Quelques instants plus tard, je reçois un mail de l’organisation. Non, ce n’est pas annulé ! Ouf ! Enfin, la journée de demain, oui, quand même… Il n’en restera que deux au final. De journées. J’écris aux organisateurs : « Vous allez bien me rembourser l’avion hein ? ». Lesdits organisateurs répondent rapidement et me rassurent. Alors je suis rassuré. Je ne suis pas un gars compliqué. En plus demain, il y a un super diner apparemment… Nous méritons bien cette récompense.
Arrivée à l’hôtel.. Le Jumeirah Emirates Towers. Vertigineux. A l’accueil, Shahzad, l’organisateur, qui m’embrasse généreusement. Tout de suite je me sens rassuré. Quelques heures plus tard, il était interrogé par la police. Je m’inquiète alors d’avoir laissé libre cours à tant de connivence en public. Ce baiser serait-il plus dévastateur que la bise dite « des trente deniers » ? Je n’ose le croire. Mais je m’obstine à le redouter.
Et puis je ne savais encore rien des événements qui se déroulaient tandis que je découvrais mes deux lits king size. L’épiphanie se dérobait encore sous mes pas. Tandis que quelques instants auparavant le sol s’éloignait à grande vitesse.
Je suis dans ma chambre. Il ne me reste plus grand chose à faire. J’appelle Chantal ! Elle est en réunion « de crise » (En vrai, Chantal Roos n’est jamais en crise, elle observe le monde qui s‘agite).
Quelques exposants sont là, réunis.
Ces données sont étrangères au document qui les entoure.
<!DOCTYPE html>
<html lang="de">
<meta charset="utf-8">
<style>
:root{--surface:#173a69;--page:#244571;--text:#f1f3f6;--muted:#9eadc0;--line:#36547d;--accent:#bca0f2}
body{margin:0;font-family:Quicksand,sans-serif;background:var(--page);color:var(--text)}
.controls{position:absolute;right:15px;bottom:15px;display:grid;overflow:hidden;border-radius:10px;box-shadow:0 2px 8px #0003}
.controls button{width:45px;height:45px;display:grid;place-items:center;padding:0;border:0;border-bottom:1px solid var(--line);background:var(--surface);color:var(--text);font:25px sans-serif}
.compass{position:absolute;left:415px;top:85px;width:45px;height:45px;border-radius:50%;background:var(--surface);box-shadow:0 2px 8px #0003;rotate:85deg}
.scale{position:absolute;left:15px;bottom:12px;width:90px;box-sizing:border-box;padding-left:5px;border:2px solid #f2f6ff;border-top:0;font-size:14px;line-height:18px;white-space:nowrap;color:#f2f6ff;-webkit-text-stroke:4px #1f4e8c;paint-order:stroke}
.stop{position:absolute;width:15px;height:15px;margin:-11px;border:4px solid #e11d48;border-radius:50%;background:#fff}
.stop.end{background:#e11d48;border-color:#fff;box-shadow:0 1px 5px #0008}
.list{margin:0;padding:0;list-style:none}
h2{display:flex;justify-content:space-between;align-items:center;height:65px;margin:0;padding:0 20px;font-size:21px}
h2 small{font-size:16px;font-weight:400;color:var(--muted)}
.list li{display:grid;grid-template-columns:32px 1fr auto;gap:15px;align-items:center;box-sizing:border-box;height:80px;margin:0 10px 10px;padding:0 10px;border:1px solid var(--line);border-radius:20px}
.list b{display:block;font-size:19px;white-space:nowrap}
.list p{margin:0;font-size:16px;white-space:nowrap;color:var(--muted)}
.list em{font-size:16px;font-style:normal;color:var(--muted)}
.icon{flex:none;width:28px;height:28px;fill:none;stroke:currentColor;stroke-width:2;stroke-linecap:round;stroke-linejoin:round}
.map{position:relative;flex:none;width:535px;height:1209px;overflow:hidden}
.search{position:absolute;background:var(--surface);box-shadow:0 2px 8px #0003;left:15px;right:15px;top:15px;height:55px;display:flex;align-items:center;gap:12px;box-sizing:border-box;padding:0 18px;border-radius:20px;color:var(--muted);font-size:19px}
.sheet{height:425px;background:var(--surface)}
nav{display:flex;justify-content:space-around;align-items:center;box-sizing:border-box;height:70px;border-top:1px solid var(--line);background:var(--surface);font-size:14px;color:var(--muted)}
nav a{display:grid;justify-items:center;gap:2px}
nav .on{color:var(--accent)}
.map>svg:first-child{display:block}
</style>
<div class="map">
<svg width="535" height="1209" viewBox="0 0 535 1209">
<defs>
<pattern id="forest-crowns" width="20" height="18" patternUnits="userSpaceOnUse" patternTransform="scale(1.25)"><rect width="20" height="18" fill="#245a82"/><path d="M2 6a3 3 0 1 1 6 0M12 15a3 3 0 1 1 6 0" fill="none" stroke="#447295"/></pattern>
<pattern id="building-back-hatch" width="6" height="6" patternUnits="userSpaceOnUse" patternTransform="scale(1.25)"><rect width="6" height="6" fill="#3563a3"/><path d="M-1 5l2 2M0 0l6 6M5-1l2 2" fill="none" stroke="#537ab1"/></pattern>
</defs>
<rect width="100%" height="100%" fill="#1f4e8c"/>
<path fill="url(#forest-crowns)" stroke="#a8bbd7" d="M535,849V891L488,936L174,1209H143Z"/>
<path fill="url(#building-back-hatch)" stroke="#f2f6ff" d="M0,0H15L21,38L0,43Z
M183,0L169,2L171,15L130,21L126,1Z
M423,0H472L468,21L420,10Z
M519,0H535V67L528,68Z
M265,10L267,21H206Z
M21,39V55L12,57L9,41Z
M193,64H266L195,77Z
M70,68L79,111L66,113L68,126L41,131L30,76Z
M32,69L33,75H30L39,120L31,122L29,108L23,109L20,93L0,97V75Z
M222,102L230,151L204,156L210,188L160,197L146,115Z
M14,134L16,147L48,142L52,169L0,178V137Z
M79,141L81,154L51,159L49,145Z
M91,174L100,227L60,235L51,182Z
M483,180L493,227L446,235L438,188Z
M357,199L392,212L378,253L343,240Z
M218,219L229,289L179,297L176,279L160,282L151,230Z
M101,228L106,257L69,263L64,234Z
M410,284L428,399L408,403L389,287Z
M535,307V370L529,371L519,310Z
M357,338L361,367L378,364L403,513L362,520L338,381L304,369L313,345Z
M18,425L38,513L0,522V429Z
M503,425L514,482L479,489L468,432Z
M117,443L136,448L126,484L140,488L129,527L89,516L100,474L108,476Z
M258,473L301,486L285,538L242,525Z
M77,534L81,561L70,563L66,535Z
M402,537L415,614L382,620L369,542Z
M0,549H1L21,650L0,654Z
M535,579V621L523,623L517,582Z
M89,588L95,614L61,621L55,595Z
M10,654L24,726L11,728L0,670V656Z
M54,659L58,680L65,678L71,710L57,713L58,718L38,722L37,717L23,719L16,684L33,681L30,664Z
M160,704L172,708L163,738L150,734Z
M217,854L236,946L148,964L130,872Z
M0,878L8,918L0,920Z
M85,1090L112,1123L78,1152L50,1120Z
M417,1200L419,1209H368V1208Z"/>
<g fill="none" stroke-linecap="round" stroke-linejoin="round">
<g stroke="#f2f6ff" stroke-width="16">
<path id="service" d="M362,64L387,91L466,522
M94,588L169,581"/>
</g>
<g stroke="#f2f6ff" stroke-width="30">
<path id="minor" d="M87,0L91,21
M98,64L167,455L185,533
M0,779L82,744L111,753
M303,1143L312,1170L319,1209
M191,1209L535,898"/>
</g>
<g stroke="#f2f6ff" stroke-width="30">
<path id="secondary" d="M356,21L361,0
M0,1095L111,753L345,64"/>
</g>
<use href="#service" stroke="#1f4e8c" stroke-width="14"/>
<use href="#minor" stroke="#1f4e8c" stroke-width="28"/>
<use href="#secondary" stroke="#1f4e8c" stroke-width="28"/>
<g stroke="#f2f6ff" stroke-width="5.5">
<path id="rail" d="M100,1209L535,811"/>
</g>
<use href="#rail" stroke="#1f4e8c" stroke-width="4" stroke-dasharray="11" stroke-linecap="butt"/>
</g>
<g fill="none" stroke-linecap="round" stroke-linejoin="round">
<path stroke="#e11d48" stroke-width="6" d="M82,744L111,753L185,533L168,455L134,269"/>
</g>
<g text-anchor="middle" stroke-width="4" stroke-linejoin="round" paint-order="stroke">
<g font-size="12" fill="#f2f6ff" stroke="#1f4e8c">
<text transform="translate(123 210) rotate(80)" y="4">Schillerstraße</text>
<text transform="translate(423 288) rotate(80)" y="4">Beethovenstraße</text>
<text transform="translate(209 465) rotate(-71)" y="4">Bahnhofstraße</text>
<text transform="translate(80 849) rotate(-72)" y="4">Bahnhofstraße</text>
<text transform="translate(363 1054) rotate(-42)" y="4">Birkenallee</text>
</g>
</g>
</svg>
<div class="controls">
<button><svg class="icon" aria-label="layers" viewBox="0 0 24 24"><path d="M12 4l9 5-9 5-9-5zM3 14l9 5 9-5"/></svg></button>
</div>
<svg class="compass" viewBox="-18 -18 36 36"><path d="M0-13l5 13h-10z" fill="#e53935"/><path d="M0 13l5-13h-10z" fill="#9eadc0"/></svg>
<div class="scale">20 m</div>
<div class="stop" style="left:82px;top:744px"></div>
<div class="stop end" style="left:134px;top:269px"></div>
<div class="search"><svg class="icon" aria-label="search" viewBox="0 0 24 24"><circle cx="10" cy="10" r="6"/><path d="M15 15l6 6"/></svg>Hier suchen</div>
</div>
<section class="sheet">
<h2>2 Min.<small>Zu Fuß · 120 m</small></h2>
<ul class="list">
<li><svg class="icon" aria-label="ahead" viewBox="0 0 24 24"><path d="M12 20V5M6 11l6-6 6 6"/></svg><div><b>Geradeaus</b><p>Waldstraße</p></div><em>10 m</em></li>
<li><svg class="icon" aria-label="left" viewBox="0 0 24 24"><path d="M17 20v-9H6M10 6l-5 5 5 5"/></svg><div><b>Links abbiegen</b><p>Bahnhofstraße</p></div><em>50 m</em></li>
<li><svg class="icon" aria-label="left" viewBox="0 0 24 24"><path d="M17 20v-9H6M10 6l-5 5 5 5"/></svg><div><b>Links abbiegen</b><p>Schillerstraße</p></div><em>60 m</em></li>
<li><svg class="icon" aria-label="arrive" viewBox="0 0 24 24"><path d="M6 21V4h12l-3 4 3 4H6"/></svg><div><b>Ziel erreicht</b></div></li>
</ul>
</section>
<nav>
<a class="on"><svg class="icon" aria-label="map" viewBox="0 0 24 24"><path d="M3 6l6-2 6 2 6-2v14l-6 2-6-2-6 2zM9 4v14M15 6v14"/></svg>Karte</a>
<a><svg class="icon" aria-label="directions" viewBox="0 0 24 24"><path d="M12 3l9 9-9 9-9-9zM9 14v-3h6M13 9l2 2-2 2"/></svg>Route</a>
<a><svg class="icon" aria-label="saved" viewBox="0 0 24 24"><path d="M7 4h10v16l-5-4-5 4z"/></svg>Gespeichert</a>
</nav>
Alors donc il n’aurait rien payé et l’hôtel – où l’événement doit se dérouler- a tout bloqué. L’un deux, qui veut que nous nous serrions les coudes, parvient à nous agacer passablement. Mais je ne lui en veux pas car il a prononcé mon nom en me voyant. Star des réseaux un jour… Chantal Roos m’apprend que sa fille et d’autres marques sont allées au commissariat pour essayer de faire valoir leurs droits.
Le manager de l’hôtel vient à notre rencontre et nous explique que si les personnes recrutées pour l’occasion – accueil, sécurité, etc. – ne peuvent être payées, il faut les décommander. Et que si ces personnes ne sont plus là, on ne peut donc rien faire… ça se tient.
« L’organisateur nous avait dit qu’il y aurait entre 2 et 3000 personnes
– Euh… si on en a 50 par jour, ce sera bien.»
Il ne semble guère ému par l’argument.
Quant à moi, touché par les harangues de mon fan Facebook, je me sens pris, aussi, d’une envie de coalition solidaire et jusqu’au-boutiste. Je m’adresse au manager en des termes véhéments, qui ne cachent ni mon intention d’en découdre, ni la place de choix que j’occupe dans cet écosystème de professionnels désespérés et prêts à tout pour faire de ce moment de naufrage une réussite éclatante :
« Excuse me Mister, mais notre chambre a bien été payée ?
– Yes, no problem, he says dans un sourire
– Great »
Je suis rassuré.
Nos gesticulations n’aboutissent guère, enfin pas. Rendez-vous demain, dans le lobby, à partir de 9 heures. Le manager sera là.
Alors je vais manger un morceau avec.. Chantal et Léonore.
Chantal me parlent de gens qui dirigent des groupes internationaux de parfums comme si je venais de discuter du dernier Black Mirror avec eux. Je dois lui avouer que tous ces prénoms me donnent le tournis.
Ah, voilà Mathieu.. et Juliette (Faliu)… et Pierre Gueros, parfumeur Symrise et Catherine Dolisi, “Category Manager Fine Fragrance Luxury Brands EMEA” (elle ne se présente pas comme ça, rassurez-vous, mais je l’ai lu sur Linkedin).
Vous voulez savoir ce qu’ils font ici ? Suivez notre compte instagram, nous y reviendrons bientôt. Enfin si vous voulez.
Je les rejoins.
Au passage, je suis alpagué par le syndicaliste.. vous savez, celui qui me connait de Facebook. Il m’explique que l’organisateur va revenir payer quelque chose comme 150 000 euros à l’hôtel. Goguenard, je rétorque :
« Ah ah, in cash ? »
He says : « Yes, he had a whole bag of it ».
Ah ouais, quand même.
Alexandra est de retour du commissariat. Nous nous rendons dans l’un des bars (fumeur) de l’hôtel.
Elle nous raconte « C’est vraiment une drôle d’ambiance au commissariat.. c’est un commissariat quoi. Sauf que c’est pas chez toi ». Tellement bien résumé.
Son téléphone sonne. Alexandra répond. En anglais. Un accent français que vous n’arriveriez pas à couper au couteau. Au chalumeau, et encore. Ça ferait une vague égratignure.
« Ah, ok, you’re the brand from Oman ?
… ah, no, you’re the officer..
… ah…. hummm… ok…
… tomorrow, they will open ?
… inch’allah ?
…. inch’!allah ? ah ben alors »
Et se tournant vers nous : « Mais comment a-t-il eu mon numéro ? »
Image d’illustration : Jean Rochefort, dans Lost in la Mancha

La rentrée littéraire olfactive : Nez#04, Jean-Claude Ellena, les Cent onze parfums qu’il faut sentir avant de mourir…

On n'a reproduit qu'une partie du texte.